The defendant presents various objections to the maintenance of the suit, and first, that the plaintiff is not the proper party. It is claimed that if the gift was fraudulent as to the husband, and hence void, as the plaintiff urges, the husband only was injured, and that he only can obtain relief in some appropriate form of action. But' we incline to think otherwise. The title to an intestate’s personal estate does not pass to his distributees, except through proper probate administration. Distribution, or a right to distribution, presupposes administration. The distributee’s share is his proportionate part of whatever fund is left after the debts and expenses of administration have been paid. The distributee is not entitled to a share of the specific rights and credits, and goods and chattels which came into the administrator’s hands, but only to a share of the fund produced by administering them, that is, by reducing them to money. . This conclusion seems to be sustained-by Dole v. Lincoln, 31 Maine, 422, where the court used this language: “The notes claimed in this suit were formerly the property of the intestate, and they must still be regarded as belonging to his estate, unless he made a legal disposition of them during life.” The reasoning of the court in McLean v.
The defendant further objects' that trover will not lie in this case. The declaration in the case counts on the conversion of certain “large sums of money then on deposit” in certain savings banks. It may well be held that trover will not lie for “money deposited” in a savings bank. A depositor is not the owner of any specific money in the bank. He is simply the owner of a right and credit against the bank.
But we will not pursue these technical objections further. The case comes up on report, and we think it is wiser to decide the vital questions at issue between the parties, rather than to send the case off on a question of pleadings.
Upon the merits, the defendant contends that the transactions which we have stated between Mrs. Swift and the defendant are not to be viewed merely as a voluntary gift, but that they are to be supported rather as a contract based upon valuable consideration. The case states that the defendant “verbally agreed to take care of Mrs. Swift as long as she should live, pay her funeral expenses, do some cemetery work on her lot, and provide for the perpetual care of the same,” but it does not state that the transfers to the defendant were made in consideration of her agreement to do these things, nor is there sufficient evidence to warrant a finding to that effect. We think the transfers must be treated as a gift.
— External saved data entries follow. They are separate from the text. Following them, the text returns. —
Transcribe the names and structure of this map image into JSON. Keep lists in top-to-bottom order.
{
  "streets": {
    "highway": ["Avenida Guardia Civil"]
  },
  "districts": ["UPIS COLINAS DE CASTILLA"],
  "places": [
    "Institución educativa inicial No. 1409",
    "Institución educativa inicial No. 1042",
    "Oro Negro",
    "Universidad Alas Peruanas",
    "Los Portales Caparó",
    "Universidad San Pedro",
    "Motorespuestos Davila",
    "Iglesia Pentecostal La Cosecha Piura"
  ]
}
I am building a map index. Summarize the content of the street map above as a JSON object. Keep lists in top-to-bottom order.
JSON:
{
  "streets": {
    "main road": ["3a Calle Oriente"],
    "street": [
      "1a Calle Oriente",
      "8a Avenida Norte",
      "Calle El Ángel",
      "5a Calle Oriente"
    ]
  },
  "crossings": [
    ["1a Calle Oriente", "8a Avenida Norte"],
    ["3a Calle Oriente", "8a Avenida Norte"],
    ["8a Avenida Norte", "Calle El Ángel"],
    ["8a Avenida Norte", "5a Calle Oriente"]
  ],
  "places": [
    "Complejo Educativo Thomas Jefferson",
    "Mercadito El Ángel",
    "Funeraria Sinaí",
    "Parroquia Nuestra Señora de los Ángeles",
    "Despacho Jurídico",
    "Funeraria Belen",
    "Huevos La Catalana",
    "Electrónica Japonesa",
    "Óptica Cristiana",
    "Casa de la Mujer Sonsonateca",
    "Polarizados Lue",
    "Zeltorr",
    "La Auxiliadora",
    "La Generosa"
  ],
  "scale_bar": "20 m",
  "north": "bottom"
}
We are accordingly led to inquire whether a married woman can give away her personal estate, when the obvious effect, and therefore the presumed intent, in part at least, is to deprive her husband of that share in her property which he would otherwise be entitled to after her death, as distributee. It cannot be doubted that under the “married women’s” statutes of this state, a married woman may own, manage, sell, dispose of and give away her personal property as freely and absolutely as a married man may do. She ‘may do so without her husband’s assent to the same extent that a married man may do so without his wife’s assent. R. S., ch. 63, sect. 1; Allen v. Hooper, 50 Maine, 375; Hanson v. Millett, 55 Maine, 189; Haggett v.
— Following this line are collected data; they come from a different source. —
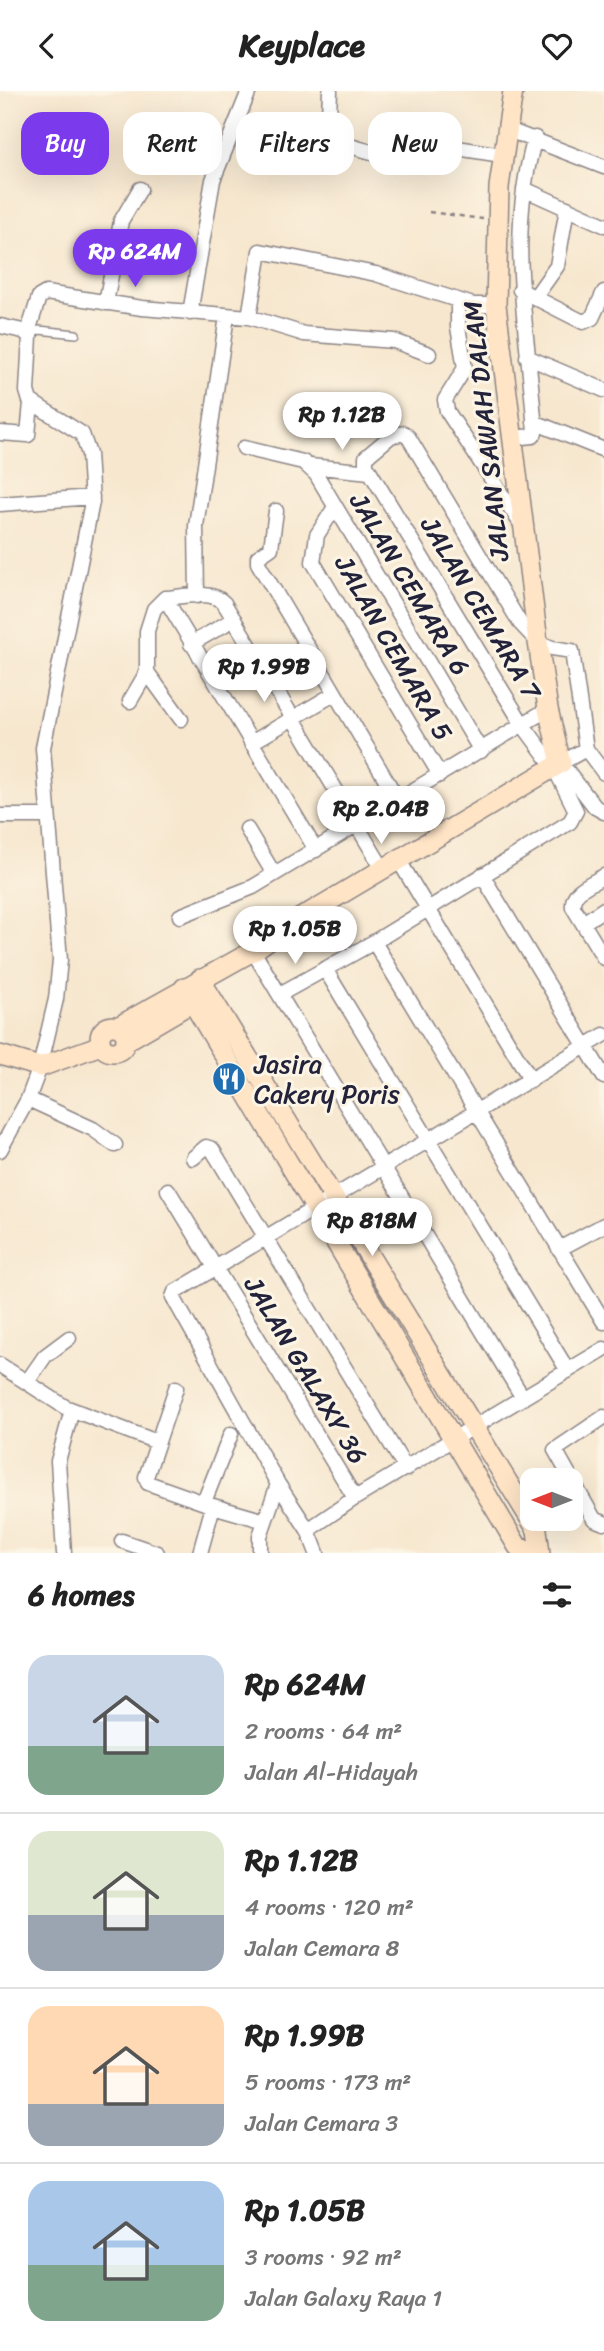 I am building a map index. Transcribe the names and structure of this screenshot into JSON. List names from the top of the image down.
{
  "streets": {
    "street": [
      "JALAN SAWAH DALAM",
      "JALAN CEMARA 6",
      "JALAN CEMARA 7",
      "JALAN CEMARA 5",
      "JALAN GALAXY 36"
    ]
  },
  "crossings": [
    ["JALAN SAWAH DALAM", "JALAN CEMARA 7"],
    ["JALAN CEMARA 6", "JALAN CEMARA 5"]
  ],
  "places": {
    "restaurant": ["Jasira Cakery Poris"]
  },
  "north": "left",
  "page": {
    "header": "Keyplace",
    "chip": [
      "Buy",
      "Rent",
      "Filters",
      "New"
    ],
    "price": [
      "Rp 624M",
      "Rp 1.12B",
      "Rp 1.99B",
      "Rp 2.04B",
      "Rp 1.05B",
      "Rp 818M"
    ],
    "heading": "6 homes",
    "list": [
      {
        "name": "Rp 624M",
        "note": "2 rooms · 64 m² · Jalan Al-Hidayah"
      },
      {
        "name": "Rp 1.12B",
        "note": "4 rooms · 120 m² · Jalan Cemara 8"
      },
      {
        "name": "Rp 1.99B",
        "note": "5 rooms · 173 m² · Jalan Cemara 3"
      },
      {
        "name": "Rp 1.05B",
        "note": "3 rooms · 92 m² · Jalan Galaxy Raya 1"
      }
    ]
  }
}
But the plaintiff contends that it is contrary alike to the dictates of justice and to the policy of the law to permit a husband or wife to make a voluntary gift of substantially all of his or her personal property, with the intent and necessary effect of depriving the surviving wife or husband of a distributive share. He claims that this gift was a donatio causa mortis, that it is to be likened to a will, and that it cannot be permitted to do what a will would be ineffectual to do. He argues that if Mrs. Swift had given the defendant this property by will, the husband nevertheless might have waived the will and received a distributive share, and he cites upon this point Jones v. Brown, 34 N. H. 439;. Baker v. Smith, 66 N. H. 422; Hatcher v. Buford (Ark.), 27 L. R. A. 507; Headly v. Kirby, 18 Pa. St. 326; Schouler on Wills, sect. 63; 3 Redfield on Wills, 324. The doctrine of these authorities is stated in Baker v. Smith, supra, after citing the New Hampshire statute of wills, as follows: “ What she cannot do in this respect- by will she cannot do by another form of testamentary disposition (donatio causa mortis) which is of the nature of a legacy, and becomes a valid gift only upon the decease of the donor.” Eedfield doubts whether such a gift should stand “where the statute expressly provides that a widow may waive the provisions of the will and come in for her share of the personal estate under the statute by way of distribution.”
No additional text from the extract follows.